A cosine function is used to smoothly adjust the reward value, ensuring the changes remain within a reasonable range. The parameters of the cosine function include the length of the generated text, the maximum length limit, and the minimum and maximum reward values.

Parameters:

cosine_min_len_value_wrong (default: -0.5): The reward value for the minimum length when the answer is incorrect.
cosine_max_len_value_wrong (default: 0.0): The reward value for the maximum length when the answer is incorrect.
cosine_min_len_value_correct (default: 1.0): The reward value for the minimum length when the answer is correct.
cosine_max_len_value_correct (default: 0.5): The reward value for the maximum length when the answer is correct.
cosine_max_len (default equals the model's maximum generation length): The maximum length limit for the generated text.

4. repetition

Penalizes repetitive content in the model's generated text by detecting repeated n-gram patterns and applying corresponding penalties.

The function splits the generated text into words and extracts n-grams of a specified size (default: 3-grams). By calculating the ratio of unique n-grams to the total number of n-grams, it determines the repetition rate. If the repetition rate is high, a larger negative reward (penalty) is applied. The penalty value is calculated based on the repetition rate and the maximum penalty value (default: -1.0).

Parameters:

repetition_n_grams (default: 3): The size of n-grams used to detect repetition.
repetition_max_penalty (default: -1.0): The maximum penalty value, controlling the penalty strength.
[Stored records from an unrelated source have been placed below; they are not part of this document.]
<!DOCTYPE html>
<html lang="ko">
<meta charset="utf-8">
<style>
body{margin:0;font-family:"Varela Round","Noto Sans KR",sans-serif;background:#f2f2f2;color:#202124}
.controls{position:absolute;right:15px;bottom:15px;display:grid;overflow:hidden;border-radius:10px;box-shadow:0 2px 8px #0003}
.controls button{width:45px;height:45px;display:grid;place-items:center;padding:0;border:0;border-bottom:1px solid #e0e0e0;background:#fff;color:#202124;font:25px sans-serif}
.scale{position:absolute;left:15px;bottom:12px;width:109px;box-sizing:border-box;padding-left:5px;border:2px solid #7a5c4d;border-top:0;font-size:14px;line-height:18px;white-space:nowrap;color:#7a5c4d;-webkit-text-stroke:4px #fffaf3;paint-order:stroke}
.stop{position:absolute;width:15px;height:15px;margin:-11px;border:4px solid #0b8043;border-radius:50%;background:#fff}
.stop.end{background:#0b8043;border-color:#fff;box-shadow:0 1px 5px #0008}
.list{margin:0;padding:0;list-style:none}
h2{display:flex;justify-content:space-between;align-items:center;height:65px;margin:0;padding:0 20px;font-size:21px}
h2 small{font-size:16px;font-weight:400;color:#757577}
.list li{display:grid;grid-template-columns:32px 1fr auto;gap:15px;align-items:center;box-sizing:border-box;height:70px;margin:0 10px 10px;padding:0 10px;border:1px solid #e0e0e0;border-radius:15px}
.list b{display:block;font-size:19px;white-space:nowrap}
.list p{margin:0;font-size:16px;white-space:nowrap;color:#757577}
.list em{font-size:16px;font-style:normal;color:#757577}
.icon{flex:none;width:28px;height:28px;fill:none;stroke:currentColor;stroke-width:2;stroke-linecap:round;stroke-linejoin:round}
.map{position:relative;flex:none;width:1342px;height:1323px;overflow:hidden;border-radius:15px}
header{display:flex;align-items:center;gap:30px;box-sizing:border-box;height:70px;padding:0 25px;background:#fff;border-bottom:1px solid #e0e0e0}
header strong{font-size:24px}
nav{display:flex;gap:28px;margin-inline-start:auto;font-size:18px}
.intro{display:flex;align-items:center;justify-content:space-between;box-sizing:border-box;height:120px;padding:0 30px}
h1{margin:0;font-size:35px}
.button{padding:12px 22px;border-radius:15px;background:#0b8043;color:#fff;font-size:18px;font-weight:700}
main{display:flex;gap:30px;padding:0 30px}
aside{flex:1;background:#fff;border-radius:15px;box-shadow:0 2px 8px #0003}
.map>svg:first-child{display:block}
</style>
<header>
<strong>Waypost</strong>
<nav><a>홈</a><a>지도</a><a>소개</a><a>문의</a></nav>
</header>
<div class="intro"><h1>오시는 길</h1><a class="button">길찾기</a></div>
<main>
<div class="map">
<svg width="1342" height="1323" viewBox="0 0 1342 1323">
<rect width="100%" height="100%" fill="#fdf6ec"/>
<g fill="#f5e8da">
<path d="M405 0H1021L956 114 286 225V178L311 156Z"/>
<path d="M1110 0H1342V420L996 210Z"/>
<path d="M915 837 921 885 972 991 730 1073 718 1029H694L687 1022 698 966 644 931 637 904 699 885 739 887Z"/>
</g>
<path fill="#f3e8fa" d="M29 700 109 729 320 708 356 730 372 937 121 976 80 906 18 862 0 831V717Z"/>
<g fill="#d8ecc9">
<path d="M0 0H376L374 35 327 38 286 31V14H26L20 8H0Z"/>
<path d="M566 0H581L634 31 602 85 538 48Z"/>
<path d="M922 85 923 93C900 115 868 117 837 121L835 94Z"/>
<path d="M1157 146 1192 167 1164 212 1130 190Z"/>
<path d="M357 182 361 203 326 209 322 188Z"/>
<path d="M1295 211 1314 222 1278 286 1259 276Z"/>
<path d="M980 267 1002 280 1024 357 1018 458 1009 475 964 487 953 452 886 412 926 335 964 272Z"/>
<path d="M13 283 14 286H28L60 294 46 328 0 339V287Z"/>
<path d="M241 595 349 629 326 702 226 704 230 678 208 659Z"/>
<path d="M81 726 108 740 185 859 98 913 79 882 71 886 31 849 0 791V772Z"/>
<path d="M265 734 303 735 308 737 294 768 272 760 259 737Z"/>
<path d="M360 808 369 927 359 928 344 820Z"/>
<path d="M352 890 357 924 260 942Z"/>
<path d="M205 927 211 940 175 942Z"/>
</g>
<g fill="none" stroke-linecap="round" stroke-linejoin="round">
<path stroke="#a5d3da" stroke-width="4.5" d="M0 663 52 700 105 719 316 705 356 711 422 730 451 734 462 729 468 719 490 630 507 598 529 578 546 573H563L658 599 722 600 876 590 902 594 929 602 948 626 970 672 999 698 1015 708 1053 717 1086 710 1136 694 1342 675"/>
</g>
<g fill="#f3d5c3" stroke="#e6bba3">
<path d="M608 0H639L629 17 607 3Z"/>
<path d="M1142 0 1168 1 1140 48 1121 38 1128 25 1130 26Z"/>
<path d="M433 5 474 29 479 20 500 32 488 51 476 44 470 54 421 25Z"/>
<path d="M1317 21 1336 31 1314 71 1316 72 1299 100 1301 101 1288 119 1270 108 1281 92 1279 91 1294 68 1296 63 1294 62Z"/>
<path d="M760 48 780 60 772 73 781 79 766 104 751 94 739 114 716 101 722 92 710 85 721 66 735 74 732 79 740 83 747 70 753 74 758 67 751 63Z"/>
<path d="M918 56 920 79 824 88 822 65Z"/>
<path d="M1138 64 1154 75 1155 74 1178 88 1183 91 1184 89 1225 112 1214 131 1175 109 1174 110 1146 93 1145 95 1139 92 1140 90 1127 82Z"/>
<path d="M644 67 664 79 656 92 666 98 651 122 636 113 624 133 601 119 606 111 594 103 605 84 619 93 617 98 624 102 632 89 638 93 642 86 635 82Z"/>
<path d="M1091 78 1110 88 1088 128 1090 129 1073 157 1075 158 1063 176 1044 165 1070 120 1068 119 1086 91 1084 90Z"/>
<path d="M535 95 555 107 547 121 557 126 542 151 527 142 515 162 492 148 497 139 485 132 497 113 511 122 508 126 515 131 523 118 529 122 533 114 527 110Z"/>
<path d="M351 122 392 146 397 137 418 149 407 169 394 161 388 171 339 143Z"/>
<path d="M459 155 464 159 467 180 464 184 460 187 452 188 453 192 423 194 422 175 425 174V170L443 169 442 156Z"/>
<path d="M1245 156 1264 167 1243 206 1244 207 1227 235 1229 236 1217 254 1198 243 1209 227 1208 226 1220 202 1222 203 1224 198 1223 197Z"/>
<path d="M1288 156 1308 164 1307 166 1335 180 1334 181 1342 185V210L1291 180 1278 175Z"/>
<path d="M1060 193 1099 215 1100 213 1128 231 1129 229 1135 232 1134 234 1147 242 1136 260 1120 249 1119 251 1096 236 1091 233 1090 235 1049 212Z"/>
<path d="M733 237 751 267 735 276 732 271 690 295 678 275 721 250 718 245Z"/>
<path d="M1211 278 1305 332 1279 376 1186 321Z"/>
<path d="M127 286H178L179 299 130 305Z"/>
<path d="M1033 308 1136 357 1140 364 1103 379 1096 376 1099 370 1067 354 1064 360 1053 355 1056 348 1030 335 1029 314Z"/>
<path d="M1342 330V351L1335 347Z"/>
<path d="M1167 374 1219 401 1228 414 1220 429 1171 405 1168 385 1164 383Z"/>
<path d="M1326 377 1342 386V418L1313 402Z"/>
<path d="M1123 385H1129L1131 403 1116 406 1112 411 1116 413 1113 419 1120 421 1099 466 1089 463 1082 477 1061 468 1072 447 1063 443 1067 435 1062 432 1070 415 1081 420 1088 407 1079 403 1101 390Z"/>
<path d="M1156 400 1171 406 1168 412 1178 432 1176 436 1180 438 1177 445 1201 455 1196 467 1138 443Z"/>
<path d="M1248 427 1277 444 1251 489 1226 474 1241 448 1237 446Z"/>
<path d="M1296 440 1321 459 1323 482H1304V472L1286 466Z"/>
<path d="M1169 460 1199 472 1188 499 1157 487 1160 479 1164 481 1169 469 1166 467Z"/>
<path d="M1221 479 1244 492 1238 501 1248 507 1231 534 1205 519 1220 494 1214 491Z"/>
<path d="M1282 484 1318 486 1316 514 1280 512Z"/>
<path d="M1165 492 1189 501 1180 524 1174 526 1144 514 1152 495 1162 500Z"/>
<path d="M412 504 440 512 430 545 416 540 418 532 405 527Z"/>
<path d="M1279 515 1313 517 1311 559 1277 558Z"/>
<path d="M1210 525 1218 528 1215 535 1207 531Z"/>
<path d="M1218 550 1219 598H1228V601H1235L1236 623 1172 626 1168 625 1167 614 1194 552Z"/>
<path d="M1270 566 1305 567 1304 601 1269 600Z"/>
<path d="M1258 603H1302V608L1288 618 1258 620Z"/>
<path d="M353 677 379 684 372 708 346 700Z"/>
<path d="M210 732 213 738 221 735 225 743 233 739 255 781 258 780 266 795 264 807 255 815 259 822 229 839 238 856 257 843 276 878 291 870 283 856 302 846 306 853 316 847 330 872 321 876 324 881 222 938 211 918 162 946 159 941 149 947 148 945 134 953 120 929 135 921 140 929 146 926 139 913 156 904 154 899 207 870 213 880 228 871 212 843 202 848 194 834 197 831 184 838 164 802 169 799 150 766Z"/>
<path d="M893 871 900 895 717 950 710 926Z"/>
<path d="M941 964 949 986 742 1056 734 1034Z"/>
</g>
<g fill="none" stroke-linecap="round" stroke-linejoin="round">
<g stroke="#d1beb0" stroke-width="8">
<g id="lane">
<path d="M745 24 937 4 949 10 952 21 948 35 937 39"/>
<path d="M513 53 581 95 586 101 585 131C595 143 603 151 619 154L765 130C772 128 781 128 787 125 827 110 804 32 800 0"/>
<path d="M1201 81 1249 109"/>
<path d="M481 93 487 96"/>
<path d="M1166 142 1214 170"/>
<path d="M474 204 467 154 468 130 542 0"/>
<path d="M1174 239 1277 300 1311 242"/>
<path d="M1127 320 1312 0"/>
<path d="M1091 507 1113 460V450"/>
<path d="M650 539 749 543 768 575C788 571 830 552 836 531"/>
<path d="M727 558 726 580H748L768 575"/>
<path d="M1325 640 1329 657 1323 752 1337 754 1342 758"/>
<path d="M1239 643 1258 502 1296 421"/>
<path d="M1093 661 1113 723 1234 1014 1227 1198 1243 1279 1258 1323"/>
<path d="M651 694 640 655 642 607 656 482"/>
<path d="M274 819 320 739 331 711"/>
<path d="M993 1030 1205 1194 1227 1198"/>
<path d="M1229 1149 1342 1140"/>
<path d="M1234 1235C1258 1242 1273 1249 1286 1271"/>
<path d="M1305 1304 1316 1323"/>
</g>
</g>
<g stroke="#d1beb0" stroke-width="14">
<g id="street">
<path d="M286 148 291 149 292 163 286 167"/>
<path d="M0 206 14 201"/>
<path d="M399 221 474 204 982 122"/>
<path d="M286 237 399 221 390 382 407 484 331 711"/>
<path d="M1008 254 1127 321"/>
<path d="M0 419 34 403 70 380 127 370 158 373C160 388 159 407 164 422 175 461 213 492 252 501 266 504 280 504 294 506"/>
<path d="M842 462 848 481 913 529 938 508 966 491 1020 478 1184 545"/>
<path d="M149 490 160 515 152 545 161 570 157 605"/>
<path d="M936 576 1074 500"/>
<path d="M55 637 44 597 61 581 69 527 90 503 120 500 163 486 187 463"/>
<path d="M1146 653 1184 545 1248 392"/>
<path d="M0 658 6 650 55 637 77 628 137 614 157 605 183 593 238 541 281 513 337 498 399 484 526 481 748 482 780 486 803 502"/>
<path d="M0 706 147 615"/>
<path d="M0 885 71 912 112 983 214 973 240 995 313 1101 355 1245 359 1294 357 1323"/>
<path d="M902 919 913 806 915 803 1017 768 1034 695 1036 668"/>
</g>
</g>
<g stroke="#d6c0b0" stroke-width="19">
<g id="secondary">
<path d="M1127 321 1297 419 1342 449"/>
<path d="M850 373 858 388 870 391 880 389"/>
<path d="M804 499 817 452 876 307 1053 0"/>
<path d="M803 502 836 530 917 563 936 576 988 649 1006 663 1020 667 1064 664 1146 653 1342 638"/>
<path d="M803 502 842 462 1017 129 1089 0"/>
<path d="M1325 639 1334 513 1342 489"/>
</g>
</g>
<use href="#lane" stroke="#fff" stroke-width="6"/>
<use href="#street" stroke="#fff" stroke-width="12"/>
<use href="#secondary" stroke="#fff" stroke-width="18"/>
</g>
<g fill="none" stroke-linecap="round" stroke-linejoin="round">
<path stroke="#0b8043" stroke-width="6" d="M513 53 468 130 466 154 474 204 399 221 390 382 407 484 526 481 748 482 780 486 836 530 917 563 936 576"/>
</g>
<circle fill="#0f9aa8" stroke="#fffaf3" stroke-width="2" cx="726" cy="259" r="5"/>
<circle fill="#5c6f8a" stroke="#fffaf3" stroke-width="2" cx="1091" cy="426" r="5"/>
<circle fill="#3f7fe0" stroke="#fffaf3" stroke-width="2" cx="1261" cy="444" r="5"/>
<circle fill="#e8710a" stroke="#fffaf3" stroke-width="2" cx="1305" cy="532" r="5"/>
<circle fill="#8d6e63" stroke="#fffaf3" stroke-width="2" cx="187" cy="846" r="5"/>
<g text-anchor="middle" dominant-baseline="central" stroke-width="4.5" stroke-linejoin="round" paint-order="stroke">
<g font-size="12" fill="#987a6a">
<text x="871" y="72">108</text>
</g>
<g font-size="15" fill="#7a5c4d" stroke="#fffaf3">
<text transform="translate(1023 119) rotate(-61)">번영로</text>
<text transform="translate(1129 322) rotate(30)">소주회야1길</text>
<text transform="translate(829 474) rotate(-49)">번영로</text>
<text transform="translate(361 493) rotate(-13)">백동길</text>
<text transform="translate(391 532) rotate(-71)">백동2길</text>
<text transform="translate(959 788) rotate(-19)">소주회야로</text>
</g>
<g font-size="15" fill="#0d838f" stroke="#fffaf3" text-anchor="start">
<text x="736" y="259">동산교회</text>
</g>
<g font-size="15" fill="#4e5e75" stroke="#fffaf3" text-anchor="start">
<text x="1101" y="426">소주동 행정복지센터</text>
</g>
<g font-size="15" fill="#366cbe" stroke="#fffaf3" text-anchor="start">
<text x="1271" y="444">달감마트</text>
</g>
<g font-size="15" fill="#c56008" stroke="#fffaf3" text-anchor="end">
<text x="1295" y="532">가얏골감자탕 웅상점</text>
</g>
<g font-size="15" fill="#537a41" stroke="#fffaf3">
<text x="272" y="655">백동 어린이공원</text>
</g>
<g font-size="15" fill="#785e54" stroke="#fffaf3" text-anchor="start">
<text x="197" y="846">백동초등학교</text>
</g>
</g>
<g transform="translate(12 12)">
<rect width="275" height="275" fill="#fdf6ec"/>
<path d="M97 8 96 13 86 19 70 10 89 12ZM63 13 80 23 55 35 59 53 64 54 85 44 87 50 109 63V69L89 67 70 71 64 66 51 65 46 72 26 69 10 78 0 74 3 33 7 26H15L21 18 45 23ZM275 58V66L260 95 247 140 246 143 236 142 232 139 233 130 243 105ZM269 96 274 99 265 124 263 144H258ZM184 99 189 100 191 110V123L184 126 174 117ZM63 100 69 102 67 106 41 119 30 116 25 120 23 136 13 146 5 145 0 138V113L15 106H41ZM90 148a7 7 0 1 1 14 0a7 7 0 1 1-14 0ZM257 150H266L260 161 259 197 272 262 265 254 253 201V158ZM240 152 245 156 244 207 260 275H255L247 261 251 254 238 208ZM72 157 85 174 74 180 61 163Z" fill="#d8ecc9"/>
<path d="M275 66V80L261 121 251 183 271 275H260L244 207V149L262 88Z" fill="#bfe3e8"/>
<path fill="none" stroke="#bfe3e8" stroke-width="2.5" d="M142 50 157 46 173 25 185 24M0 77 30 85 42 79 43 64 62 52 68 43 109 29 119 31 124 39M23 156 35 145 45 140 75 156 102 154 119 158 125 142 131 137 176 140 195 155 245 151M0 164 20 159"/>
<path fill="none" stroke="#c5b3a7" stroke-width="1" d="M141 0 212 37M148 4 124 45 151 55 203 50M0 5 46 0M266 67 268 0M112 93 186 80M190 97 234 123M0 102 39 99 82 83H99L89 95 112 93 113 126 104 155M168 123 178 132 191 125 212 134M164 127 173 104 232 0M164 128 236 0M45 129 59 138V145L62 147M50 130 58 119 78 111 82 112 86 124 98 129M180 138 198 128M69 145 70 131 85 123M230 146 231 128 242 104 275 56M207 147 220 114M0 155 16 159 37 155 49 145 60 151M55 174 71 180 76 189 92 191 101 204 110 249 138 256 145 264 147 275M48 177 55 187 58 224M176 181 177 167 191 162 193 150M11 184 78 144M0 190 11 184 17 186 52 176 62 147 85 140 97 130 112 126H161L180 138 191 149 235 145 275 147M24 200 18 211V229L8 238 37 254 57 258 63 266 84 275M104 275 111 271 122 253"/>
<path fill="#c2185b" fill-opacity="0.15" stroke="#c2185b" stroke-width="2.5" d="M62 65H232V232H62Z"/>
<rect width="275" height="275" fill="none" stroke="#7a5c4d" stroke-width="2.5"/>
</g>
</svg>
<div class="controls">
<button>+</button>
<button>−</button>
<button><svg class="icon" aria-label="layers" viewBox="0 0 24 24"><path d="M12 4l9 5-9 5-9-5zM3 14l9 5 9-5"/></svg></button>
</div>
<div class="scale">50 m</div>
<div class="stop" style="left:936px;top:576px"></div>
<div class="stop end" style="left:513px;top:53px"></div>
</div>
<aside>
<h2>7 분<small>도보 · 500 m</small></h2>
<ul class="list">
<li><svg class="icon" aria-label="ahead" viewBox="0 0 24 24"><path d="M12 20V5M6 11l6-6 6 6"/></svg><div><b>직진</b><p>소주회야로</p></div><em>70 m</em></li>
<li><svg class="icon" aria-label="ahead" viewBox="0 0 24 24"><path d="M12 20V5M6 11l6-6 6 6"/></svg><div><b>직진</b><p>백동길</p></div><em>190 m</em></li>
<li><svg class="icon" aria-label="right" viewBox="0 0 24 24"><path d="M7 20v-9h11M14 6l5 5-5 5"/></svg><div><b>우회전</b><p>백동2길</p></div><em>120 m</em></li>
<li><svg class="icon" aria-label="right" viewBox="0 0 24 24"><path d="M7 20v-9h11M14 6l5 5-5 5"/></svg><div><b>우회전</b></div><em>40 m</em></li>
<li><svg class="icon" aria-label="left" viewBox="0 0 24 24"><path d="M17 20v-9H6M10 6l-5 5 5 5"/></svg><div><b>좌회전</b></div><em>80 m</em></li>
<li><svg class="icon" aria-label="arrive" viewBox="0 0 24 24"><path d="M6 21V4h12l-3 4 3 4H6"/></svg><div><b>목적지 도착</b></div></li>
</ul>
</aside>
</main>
5. soft overlong punishment

Defines a length penalty interval. Within this interval, a linear penalty in the range [-1, 0] is applied.

Parameters:

soft_max_length: L_max in the paper, the model's maximum generation length, defaulting to max_completion_length.
soft_cache_length: L_cache in the paper, controlling the length penalty interval, which is [soft_max_length - soft_cache_length, soft_max_length].

Notes

If a model needs to be loaded in the reward function, the training DeepSpeed plugin (transformers logic) will be used by default. Under Zero3, this may cause the model to fail to perform inference properly. Refer to this issue to skip the DeepSpeed initialization environment.